Wednesday, August 27, 2008

My dad in World War II, part one

My dad talks about his enlistment, basic training, and how he went from horse buyer to the First Cavalry in WWII.

Saturday, August 23, 2008

Watch your language

When I first became aware of the Typo Eradication Advancement League, it warmed this English teacher's heart. Now it seems that even the war on inexact language is getting dangerous.

WAVY-TV reported that the brains behind the operation -- Jeff Deck of Somerville, Massachusetts, and his cohort Benjamin Herson of Virginia Beach -- admitted to their conspiracy and complicity to deface a historic marker because it contained a typographical error. Restitution and probation were ordered, and in addition the dynamic duo of grammarians with a purpose is banned for one year from national parks.

Typo Eradication Advancement League Stamped Out? - Associated Content

I'm not prudish about a lot of the errors I see, but sometimes I get a kick out of the many typos that jump out at me. Here's a photo from a realtor's listing in Red Lodge, Montana.

IMG_1029

It may be the finest ranch in the county, but I'm not sure I'd like that view.

Saturday, August 16, 2008

Stevie Nicks went to my school?


My students and I have been researching our school's history for a few years now. I've heard rumors (no pun intended) that Stevie Nicks (of Fleetwood Mac fame) lived in Salt Lake for a time and attended Judge Memorial, the high school where I teach. This morning I came across an interesting tidbit from an article that appears to have come from the Salt Lake Tribune, although I haven't found the original.

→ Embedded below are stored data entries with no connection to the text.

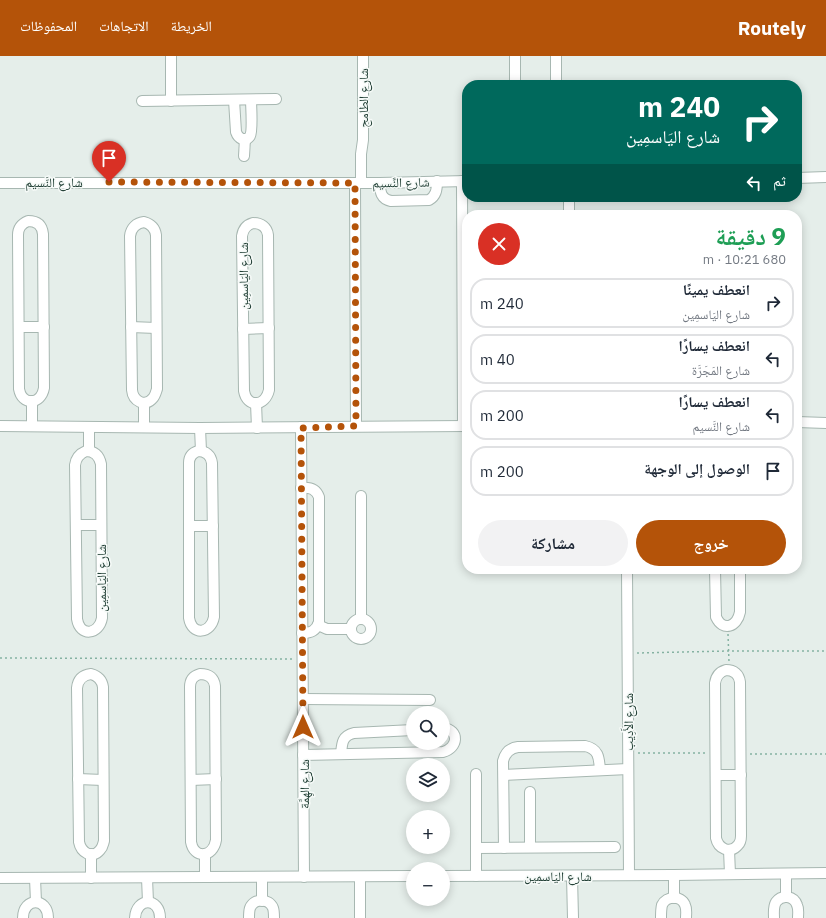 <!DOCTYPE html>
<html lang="ar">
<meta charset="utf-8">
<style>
:root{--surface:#fff;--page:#f2f2f3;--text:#1f2937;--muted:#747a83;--line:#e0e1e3;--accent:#b45309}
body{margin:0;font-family:"IBM Plex Sans","Noto Naskh Arabic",sans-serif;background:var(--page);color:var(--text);direction:rtl;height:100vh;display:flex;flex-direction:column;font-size:15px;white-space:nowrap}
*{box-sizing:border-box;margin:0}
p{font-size:13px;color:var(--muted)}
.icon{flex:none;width:22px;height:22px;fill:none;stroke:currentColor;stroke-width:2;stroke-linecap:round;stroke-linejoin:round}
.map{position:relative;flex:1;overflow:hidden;direction:ltr}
.side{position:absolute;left:462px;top:154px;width:340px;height:364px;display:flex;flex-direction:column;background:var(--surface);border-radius:16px;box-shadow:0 2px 10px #0003;direction:rtl}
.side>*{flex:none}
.banner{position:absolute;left:462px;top:24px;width:340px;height:122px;border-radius:16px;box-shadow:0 2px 10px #0003;direction:rtl;background:#00695c;color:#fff;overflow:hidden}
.controls{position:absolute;left:406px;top:650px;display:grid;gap:8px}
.controls a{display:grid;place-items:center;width:44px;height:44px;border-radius:50%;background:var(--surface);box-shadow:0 2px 10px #0003;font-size:20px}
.pin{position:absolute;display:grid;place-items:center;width:34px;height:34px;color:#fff;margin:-41px -17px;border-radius:50% 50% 50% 0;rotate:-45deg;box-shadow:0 0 4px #0007}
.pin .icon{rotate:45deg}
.me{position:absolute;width:44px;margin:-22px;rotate:0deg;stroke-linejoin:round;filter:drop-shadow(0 0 3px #0008)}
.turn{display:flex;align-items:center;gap:14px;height:84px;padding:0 16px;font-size:18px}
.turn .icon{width:52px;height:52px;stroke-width:2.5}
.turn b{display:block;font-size:28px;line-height:34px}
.then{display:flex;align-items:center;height:38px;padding:0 16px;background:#0003;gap:8px;font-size:15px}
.round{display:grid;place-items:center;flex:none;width:42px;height:42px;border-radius:21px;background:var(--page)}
.overview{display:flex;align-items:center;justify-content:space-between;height:68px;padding:0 16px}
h1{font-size:24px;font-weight:700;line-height:30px;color:#1e9e55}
.primary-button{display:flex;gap:8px;margin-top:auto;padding:8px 16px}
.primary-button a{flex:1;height:46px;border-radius:24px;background:var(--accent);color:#fff;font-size:16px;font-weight:700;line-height:46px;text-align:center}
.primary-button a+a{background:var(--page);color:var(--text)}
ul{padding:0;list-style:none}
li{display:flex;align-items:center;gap:12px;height:50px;margin:0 8px 6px;padding:0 8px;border:2px solid var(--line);border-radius:16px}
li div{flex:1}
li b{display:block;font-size:15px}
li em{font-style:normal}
header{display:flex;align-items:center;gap:24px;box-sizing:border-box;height:56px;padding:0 20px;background:var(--accent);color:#fff}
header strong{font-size:19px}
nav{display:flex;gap:22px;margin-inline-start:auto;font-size:14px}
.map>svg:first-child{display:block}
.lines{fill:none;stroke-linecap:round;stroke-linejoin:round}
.minor-casing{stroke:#a7b7b1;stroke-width:12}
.path{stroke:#85b2a2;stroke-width:1.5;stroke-dasharray:2 3;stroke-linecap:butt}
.minor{stroke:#fff;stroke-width:10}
.route{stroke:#b45309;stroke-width:7;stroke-dasharray:0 12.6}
.labels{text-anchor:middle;stroke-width:3;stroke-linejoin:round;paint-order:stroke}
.street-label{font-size:13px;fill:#234137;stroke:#f6faf8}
</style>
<header>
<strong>Routely</strong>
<nav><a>الخريطة</a><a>الاتجاهات</a><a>المحفوظات</a></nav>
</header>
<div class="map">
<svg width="826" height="862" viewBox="0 0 826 862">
<rect width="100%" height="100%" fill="#e5eeea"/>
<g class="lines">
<defs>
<g id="minor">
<polyline points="515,0 515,29"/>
<polyline points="556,0 556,29"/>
<path d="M 234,44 L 236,76 C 238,82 245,87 250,80 C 253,75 251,50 251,44"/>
<polyline points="142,45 276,43"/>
<polyline points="171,45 171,0"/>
<polyline points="244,100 245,83"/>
<polyline points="797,122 826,121"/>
<polyline points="462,125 463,370"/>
<polyline points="361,126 361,98 363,84 363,0"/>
<polyline points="0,127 380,127 467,125"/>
<polyline points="355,127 356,370"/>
<path d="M 380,127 C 380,136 381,143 391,145 L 429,144 C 436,140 437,134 437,125"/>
<polyline points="569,141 569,159"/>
<path d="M 28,165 C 37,165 42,169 43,178 L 44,332 C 41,349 22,350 19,333 L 18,179 C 18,172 21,168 28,165 Z"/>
<path d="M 144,166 C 151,168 155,172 156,179 L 157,333 C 156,336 155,340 153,342 C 145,352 133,345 132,334 L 130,180 C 131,172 136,167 144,166 Z"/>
<path d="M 253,167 C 261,167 267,171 268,179 L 269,334 C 265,351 247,352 244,335 L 242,180 C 243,173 246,169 253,167 Z"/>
<polyline points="19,271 44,271"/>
<polyline points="131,271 156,272"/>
<polyline points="243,273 269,272"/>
<polyline points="32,345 32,370"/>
<polyline points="144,347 144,371"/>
<polyline points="256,347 257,372"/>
<polyline points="797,366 826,367"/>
<polyline points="0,370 200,372 467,370"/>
<polyline points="89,371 89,395"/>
<polyline points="301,371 304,821"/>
<polyline points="200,372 201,395"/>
<path d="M 86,395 C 94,395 99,399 101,408 L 102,562 C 99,579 80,581 77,563 L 75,409 C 76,402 79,398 86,395 Z"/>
<path d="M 198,395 C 206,395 211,399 212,407 L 214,561 C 211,578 192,580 189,562 L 189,407 C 189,401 192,397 198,395 Z"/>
<path d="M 301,432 C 310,431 316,433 319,441 L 319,566 C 316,575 311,577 302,577"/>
<polyline points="76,469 101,469"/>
<polyline points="189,470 213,470"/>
<polyline points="627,513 629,819"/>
<path d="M 715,513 L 716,561 C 723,576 737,571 740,556 L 740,513"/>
<polyline points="361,562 361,440"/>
<circle cx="361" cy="573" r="10"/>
<polyline points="318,569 327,573 350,573"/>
<path d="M 726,614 C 734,614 739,618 740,626 L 741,780 C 741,783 740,787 738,789 C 730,799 718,792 716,782 L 715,627 C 716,620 719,616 726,614 Z"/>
<path d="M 91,618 C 98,620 102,624 103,631 L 104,785 C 103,788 103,791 100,794 C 92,804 81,796 79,786 L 77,632 C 78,623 83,619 91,618 Z"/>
<path d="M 200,618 C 209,618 214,622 215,630 L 216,784 C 213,802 194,803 191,786 L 190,631 C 190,624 193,620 200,618 Z"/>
<polyline points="303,643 430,644"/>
<path d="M 341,698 C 342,687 342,680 354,677 L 413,674"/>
<path d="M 303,699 L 443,696 C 458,692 460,674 443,672"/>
<polyline points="476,718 476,820"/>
<polyline points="504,719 628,713"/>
<polyline points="716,719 741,719"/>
<polyline points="78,723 103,724"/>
<polyline points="191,724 216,723"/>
<polyline points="530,736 530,791"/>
<polyline points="476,792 615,791"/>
<path d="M 504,792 L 503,705 C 505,697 510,692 518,691 L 585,690 C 599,693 599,702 600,714"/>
<polyline points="729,794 730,818"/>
<polyline points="205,798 205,821"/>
<polyline points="786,818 786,841"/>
<polyline points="674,819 674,842"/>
<polyline points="443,820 674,819 826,817"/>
<polyline points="572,820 573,862"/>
<polyline points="262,821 262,845"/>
<polyline points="360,821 360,862"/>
<polyline points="0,822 413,820"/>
<polyline points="35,822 36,846"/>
<polyline points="91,822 91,798"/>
<polyline points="147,822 148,846"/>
<path d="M 23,862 C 23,841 48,841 48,862"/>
<path d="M 135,862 C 136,841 160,841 160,862"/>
<path d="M 249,862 C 249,859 249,855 250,852 C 254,842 269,842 273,852 C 274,855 274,859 274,862"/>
<path d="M 661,862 C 661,858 661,853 662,849 C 666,840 681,839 685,849 C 687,853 686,858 686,862"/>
<path d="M 774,862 C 774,857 773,851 776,846 C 782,838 794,840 797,849 C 799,853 798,858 798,862"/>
</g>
</defs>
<use href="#minor" class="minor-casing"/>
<g class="path">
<polyline points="728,578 729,606"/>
<polyline points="637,597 729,595 826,595"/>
<polyline points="0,602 293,603"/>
<polyline points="638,697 706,697"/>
<polyline points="750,698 826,698"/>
</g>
<use href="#minor" class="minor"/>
</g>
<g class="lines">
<polyline class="route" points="109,126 355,127 356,370 301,372 303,671"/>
</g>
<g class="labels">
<g class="street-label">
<text transform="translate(363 42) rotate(-90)" y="5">شارع الطامح</text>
<text x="54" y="131">شارع النَّسيم</text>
<text transform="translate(401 126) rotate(-1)" y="5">شارع النَّسيم</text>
<text transform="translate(243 220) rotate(-90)" y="5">شارع اليَاسمِين</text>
<text transform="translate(101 522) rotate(-90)" y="5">شارع اليَاسمِين</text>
<text transform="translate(628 666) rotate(-90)" y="5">شارع الأَدِيب</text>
<text transform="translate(304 728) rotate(-90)" y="5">شارع الهِمَّة</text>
<text x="558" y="825">شارع اليَاسمِين</text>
</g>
</g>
</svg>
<div class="controls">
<a><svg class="icon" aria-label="search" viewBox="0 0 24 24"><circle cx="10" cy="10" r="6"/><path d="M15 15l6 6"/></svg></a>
<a><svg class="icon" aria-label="layers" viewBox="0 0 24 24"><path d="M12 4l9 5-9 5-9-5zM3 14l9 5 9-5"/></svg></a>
<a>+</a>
<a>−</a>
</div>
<div class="pin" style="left:109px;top:126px;background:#d93025"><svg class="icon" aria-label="arrive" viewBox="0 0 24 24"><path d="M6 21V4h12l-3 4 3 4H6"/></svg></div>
<svg class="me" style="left:303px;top:671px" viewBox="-20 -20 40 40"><path d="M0-17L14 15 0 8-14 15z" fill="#b45309" stroke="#fff" stroke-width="4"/></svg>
<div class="banner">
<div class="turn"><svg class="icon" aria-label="right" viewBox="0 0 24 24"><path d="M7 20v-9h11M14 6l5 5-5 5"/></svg><div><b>240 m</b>شارع اليَاسمِين</div></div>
<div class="then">ثم<svg class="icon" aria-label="left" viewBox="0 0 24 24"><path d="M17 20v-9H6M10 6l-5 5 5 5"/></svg></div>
</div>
<section class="side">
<div class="overview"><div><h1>9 دقيقة</h1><p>680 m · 10:21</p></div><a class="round" style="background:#d93025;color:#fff"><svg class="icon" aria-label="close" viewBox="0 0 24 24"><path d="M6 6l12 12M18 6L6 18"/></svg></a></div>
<ul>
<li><svg class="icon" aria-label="right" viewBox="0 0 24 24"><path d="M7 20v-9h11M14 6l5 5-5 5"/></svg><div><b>انعطف يمينًا</b><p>شارع اليَاسمِين</p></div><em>240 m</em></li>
<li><svg class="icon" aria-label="left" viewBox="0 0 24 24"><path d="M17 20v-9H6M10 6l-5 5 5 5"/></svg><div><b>انعطف يسارًا</b><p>شارع المَجَرَّة</p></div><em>40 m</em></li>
<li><svg class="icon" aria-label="left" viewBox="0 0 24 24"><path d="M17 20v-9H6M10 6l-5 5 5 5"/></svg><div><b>انعطف يسارًا</b><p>شارع النَّسيم</p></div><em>200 m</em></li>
<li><svg class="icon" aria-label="arrive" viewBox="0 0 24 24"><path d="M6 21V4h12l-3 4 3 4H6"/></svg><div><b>الوصول إلى الوجهة</b></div><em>200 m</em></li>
</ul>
<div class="primary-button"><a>خروج</a><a>مشاركة</a></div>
</section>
</div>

The world came to know Nicks as the whirling songstress whose dramatic lyrics about a Welsh witch named "Rhiannon" helped bring her to the eye of the hurricane that became Fleetwood Mac in the 1970s. Her Utah friends say that her icon status and stage antics can be directly traced to the one month she spent studying at Salt Lake City's Judge Memorial Catholic High School. For the record, Nicks attended eighth and ninth grades at Wasatch Junior High before a bad math grade prompted her parents to send her to Judge. "Because she had gone to a private school, we would get together after school and talk about our different classes," said Karen Thornhill, who remembers Nicks when she went by Stephanie Lynn Nicks and twirled the baton at junior-high football games. "I distinctly remember her waving these capes around, imitating the nuns who taught her classes."
This is one rumor about Judge that's apparently true.

Wednesday, August 06, 2008

Peace in the goodness of time

Tonight was one of those nights when being a teacher is so rewarding.

Ross Chambless, a former student of mine, has put together an impressive traveling exhibit called "Ceremonies, A Tale of Sister Cities: Matsumoto and Salt Lake." Ross just finished teaching English in Japan for four years in Matsumoto, Salt Lake's sister city. In his spare time he did some work for NPR and started collecting oral histories from the citizens of Matsumoto, which is detailed on his Ceremonies Exhibit blog. Those histories became the basis of the traveling exhibit done in conjunction with the Center for Documentary Arts that's at the Salt Lake City downtown library until August 8. (Photo courtesy of Ross Chambless, http://tinyurl.com/55omyd)

August 6 is the anniversary of the atom bomb being dropped on Hiroshima. Takashi Hiraoka, mayor of Hiroshima from 1991-1999 addressed a rapt audience at a commemoration at the Salt Lake library this evening. I'm reading John Hersey's Hiroshima with my seniors and now see the event from yet another perspective. And as Mr. Hiraoka spoke, I thought of Roy Okamoto, a former custodian at our school, who lost everything when he was sent to the internment camps in Topaz, Utah. We've come a long way in our relations with the Japanese people. As I later listened to the Amarume Japanese boys and girls choir, I couldn't help thinking of another international peace project that I've been involved with for years, The Ulster Project.

As I finished my conversation with Ross, I was filled with hope about our world. Ross feels like the Sister Cities program helped diminish stereotypes Utahns had about Japanese people; and I feel like things are improving in Northern Ireland because of programs like the Ulster Project. Here's hoping more educational exchanges like these continue.

Finally, a lasting impression from the evening was the legacy of Dwight D. Eisenhower, who I've come to respect even more after I watched Why We Fight. He started the Sister Cities International Program, and his granddaughter, Mary Jean Eisenhower, incidentally is following in his footsteps as president of People to People International. I now think of Eisenhower as one of our greatest presidents. A seasoned military man, here was the tone of his last days in the Oval Office.
Before he left office in January 1961, for his farm in Gettysburg, he urged the necessity of maintaining an adequate military strength, but cautioned that vast, long-continued military expenditures could breed potential dangers to our way of life. He concluded with a prayer for peace "in the goodness of time."